We’re still being pretty vague here. We haven’t really defined our notion of function or computation. But even with that vagueness, we’ve already started making the notion of what an expression is much more concrete. We’ve taken the abstract notion of expressions, and translated it to a much less abstract notion of a computation expressed as a sequence of computable functions.

This is a really useful thing to do. It’s useful enough that we don’t want to limit it to just “pure” expressions. In the type theoretic view of computation, everything is an expression. That’s important for multiple reasons – but to make it concrete, we’re going to eventually get around to showing how types work in expressions, what it means for an expression to be well-typed, how to infer types for expressions, and so on. We want all of that to work for any program – not just for something that looks like a formula.

Fortunately, this works.
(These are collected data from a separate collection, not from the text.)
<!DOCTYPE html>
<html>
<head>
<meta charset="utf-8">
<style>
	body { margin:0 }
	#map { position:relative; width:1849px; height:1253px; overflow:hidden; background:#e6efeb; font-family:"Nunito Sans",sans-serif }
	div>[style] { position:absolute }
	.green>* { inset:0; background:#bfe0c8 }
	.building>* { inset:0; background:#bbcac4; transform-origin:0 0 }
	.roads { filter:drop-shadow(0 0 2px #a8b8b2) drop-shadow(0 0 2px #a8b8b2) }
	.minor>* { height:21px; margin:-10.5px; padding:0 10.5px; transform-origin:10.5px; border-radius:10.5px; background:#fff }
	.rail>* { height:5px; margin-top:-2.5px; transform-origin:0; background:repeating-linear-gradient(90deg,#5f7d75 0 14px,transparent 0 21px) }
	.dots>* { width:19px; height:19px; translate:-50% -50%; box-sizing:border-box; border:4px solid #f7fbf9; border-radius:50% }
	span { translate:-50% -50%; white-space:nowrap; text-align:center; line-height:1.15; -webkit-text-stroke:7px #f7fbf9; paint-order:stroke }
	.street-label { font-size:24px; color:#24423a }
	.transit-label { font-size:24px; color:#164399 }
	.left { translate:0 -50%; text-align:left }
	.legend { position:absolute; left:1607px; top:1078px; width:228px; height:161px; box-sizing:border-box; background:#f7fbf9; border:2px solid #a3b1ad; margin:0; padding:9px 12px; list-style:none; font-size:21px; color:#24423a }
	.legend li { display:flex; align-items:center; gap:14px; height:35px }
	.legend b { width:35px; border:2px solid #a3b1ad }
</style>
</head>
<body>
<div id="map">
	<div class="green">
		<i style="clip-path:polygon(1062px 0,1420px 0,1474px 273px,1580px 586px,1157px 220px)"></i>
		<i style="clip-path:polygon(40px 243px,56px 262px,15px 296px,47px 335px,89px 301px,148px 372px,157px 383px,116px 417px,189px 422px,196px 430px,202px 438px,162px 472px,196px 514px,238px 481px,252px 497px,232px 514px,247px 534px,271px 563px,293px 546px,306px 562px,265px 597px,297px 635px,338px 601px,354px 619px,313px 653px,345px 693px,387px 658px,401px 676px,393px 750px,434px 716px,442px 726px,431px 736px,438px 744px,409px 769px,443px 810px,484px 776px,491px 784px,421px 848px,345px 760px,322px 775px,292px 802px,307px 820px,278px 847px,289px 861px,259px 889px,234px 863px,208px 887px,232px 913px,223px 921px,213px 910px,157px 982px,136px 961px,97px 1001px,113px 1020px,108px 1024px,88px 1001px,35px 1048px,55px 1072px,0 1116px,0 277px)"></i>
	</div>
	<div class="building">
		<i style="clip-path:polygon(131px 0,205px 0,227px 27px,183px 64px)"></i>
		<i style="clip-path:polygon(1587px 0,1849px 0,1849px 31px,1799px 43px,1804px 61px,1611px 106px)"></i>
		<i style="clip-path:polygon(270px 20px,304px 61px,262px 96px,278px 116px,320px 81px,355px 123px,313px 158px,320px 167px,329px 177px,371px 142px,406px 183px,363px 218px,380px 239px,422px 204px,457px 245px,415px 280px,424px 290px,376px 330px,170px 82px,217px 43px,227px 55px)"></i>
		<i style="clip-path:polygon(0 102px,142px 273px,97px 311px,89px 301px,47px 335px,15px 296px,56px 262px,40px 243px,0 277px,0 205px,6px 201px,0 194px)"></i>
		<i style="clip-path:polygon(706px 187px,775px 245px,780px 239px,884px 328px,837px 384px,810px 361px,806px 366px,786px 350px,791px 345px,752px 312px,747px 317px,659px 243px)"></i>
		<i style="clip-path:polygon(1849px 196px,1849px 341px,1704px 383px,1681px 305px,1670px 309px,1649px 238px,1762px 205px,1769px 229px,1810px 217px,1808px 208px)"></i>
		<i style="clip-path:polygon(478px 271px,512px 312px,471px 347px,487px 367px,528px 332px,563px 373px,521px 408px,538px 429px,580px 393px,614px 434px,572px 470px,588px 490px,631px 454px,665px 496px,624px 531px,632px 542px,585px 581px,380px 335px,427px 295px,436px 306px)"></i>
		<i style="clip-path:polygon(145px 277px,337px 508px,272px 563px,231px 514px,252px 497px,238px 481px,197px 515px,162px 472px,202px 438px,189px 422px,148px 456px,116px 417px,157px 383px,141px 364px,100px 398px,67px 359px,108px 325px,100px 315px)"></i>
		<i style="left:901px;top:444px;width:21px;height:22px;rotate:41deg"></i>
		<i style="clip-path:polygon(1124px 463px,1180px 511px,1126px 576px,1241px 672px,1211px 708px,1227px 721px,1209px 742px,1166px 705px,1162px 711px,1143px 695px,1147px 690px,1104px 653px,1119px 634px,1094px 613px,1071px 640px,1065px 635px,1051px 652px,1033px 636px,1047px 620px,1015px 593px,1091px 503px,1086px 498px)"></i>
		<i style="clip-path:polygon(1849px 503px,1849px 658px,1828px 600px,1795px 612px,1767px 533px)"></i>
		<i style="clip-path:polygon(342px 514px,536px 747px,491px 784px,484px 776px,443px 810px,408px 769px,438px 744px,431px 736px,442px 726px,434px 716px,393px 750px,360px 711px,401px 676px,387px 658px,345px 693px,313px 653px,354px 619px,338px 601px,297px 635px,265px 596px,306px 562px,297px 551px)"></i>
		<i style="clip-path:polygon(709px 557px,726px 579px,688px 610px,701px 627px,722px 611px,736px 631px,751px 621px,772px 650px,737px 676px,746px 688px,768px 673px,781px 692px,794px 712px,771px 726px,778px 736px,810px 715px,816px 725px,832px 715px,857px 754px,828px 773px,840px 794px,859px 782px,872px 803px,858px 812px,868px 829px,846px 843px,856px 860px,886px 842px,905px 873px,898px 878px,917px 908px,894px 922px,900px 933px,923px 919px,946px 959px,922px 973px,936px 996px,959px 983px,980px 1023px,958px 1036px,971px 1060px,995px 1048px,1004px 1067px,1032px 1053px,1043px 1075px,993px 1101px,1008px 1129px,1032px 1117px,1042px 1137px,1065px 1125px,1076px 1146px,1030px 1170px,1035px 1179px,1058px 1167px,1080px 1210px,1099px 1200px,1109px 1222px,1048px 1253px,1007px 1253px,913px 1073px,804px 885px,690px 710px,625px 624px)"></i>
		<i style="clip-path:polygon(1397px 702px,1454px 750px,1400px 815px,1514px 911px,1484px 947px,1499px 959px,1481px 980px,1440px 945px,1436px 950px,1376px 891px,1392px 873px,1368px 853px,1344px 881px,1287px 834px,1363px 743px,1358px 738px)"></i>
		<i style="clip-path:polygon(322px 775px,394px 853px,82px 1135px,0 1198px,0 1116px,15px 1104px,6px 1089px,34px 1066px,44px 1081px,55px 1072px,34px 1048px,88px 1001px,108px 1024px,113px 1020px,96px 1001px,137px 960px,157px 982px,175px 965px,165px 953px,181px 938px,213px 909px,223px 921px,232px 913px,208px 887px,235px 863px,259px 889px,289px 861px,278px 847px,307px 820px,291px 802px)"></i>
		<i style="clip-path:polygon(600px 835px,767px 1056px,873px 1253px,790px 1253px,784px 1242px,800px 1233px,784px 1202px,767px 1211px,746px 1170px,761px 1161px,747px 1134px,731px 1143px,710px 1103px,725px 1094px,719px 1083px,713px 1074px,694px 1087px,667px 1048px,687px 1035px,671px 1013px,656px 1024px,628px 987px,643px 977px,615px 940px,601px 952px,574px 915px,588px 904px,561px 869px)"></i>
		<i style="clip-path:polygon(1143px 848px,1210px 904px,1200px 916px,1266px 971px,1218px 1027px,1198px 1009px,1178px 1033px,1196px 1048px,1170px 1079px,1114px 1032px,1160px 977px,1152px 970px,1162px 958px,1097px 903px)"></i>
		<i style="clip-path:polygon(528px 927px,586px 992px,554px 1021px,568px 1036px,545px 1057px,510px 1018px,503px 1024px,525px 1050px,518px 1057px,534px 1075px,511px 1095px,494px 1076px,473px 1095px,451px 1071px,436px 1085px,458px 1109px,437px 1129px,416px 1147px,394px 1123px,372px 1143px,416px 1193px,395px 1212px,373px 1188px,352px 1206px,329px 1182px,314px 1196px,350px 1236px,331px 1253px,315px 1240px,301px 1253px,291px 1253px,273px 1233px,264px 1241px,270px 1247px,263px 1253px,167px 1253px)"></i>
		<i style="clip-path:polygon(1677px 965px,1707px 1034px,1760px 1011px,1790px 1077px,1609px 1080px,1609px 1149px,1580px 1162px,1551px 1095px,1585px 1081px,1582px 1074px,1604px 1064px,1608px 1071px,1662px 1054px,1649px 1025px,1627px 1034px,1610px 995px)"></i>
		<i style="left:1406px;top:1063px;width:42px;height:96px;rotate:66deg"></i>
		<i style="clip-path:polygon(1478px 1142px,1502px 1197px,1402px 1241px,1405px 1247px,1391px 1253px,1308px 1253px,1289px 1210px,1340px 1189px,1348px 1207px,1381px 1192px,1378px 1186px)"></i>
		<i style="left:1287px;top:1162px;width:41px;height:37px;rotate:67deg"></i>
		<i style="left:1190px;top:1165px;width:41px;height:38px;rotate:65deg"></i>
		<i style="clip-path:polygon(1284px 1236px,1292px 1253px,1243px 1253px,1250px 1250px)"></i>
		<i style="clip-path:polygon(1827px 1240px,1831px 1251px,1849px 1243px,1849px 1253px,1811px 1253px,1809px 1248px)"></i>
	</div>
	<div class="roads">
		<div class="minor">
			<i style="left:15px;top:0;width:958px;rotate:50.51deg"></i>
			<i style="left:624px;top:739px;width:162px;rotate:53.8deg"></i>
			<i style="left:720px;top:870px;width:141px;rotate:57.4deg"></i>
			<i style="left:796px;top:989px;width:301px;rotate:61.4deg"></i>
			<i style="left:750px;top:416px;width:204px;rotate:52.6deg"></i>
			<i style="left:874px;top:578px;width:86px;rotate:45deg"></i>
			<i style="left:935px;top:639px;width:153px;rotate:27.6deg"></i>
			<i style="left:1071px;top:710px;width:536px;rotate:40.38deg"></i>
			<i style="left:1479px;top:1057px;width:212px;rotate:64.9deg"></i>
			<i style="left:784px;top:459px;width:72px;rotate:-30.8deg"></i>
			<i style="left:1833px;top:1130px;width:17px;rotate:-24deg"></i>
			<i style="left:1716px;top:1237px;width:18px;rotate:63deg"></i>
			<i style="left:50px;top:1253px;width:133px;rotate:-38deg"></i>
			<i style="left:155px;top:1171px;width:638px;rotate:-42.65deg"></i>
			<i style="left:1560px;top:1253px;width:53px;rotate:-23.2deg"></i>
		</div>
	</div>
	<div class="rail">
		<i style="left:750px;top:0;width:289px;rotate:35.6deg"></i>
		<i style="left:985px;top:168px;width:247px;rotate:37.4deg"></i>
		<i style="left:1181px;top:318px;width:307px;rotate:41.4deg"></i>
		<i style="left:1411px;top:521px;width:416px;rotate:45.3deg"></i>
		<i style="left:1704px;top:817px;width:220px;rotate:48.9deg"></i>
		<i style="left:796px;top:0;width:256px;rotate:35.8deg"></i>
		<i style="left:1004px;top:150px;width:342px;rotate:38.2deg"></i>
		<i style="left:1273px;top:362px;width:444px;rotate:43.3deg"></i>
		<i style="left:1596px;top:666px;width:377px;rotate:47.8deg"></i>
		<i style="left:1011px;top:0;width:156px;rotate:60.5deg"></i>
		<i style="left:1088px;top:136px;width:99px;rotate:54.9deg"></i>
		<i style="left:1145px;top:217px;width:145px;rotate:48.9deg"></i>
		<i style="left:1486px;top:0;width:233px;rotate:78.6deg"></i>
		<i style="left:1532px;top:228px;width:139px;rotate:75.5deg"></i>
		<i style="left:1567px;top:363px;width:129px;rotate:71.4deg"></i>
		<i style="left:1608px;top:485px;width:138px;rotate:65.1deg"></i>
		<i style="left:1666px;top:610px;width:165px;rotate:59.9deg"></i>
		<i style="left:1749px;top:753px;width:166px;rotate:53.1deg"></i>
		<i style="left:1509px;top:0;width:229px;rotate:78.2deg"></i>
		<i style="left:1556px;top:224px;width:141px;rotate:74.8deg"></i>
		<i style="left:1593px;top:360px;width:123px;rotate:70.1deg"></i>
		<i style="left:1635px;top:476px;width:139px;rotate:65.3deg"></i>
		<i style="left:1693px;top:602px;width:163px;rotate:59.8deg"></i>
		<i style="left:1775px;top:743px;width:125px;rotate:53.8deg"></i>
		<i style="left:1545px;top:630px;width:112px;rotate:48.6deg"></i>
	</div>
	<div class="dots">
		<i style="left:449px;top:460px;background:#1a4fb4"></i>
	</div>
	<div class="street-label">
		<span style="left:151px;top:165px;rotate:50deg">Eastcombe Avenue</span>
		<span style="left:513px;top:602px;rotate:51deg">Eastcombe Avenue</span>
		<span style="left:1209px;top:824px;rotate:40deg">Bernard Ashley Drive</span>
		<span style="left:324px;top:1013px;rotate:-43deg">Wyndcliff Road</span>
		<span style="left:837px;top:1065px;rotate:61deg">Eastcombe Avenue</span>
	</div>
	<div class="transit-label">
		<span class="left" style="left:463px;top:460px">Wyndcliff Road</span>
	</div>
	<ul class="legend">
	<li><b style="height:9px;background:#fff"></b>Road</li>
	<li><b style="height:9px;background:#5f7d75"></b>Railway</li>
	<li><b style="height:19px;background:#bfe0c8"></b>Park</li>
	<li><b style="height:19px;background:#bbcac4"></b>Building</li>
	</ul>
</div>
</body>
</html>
We can also take an “expression” like for i in 1 .. 10 do f(i), and analyze it as a function: for(i, 1, 10, f(i)).

So, we’ve got a way of understanding expressions as functions. But even if we want to keep the computational side of things abstract and hand-wavy, that’s still not really enough. We’re closer to understanding expressions, but we’ve still got some huge, gaping holes.

Let’s jump back to that example expression: $x^2 + 3x + 7$. What does it mean? What we’ve seen so far is that we can both understand it, as a series of function calls: $+(+(*(x, x), *(3, x)), 7)$. But we’d like to be able to evaluate it – to execute the computation that it describes. But we can’t do that: it’s got a gaping hole named $x$. What do we do with that?

We’re missing a really important notion: funcional abstraction. Our expression isn’t just an expression: what it really is is a function. We alluded to that before, but now we’re going to deal with it head-on. That expression doesn’t really define a computation: it defines a computational object that computes the function. When an expression has free variables – that is, variables that aren’t assigned a meaning within the expression – our expression represents something that’s been abstracted a level: instead of being a computation that produces a value, it’s an object that takes a parameter, and performs a computation on its parameter(s) in order to produce a value.

In our expression $x^2 + 3x + 7$, we’re looking at an expression in one free variable – which makes it a single-parameter function. In the notation of type theory, we’d write it as $(x)(+(+(*(x, x), *(3, x)), 7)$ – that is,
the parameter variable in parens ahead of the expression that it parameterizes. (Yes, this notation stinks; but I’m sticking with the notations from the texts I’m using, and this is it.)

This notion, of parameters and function abstraction turns out to be more complex than you might expect. I’m going to stop this post here – but around wednesday, I’ll post the next part, which will look at how to understand the arity of an expression.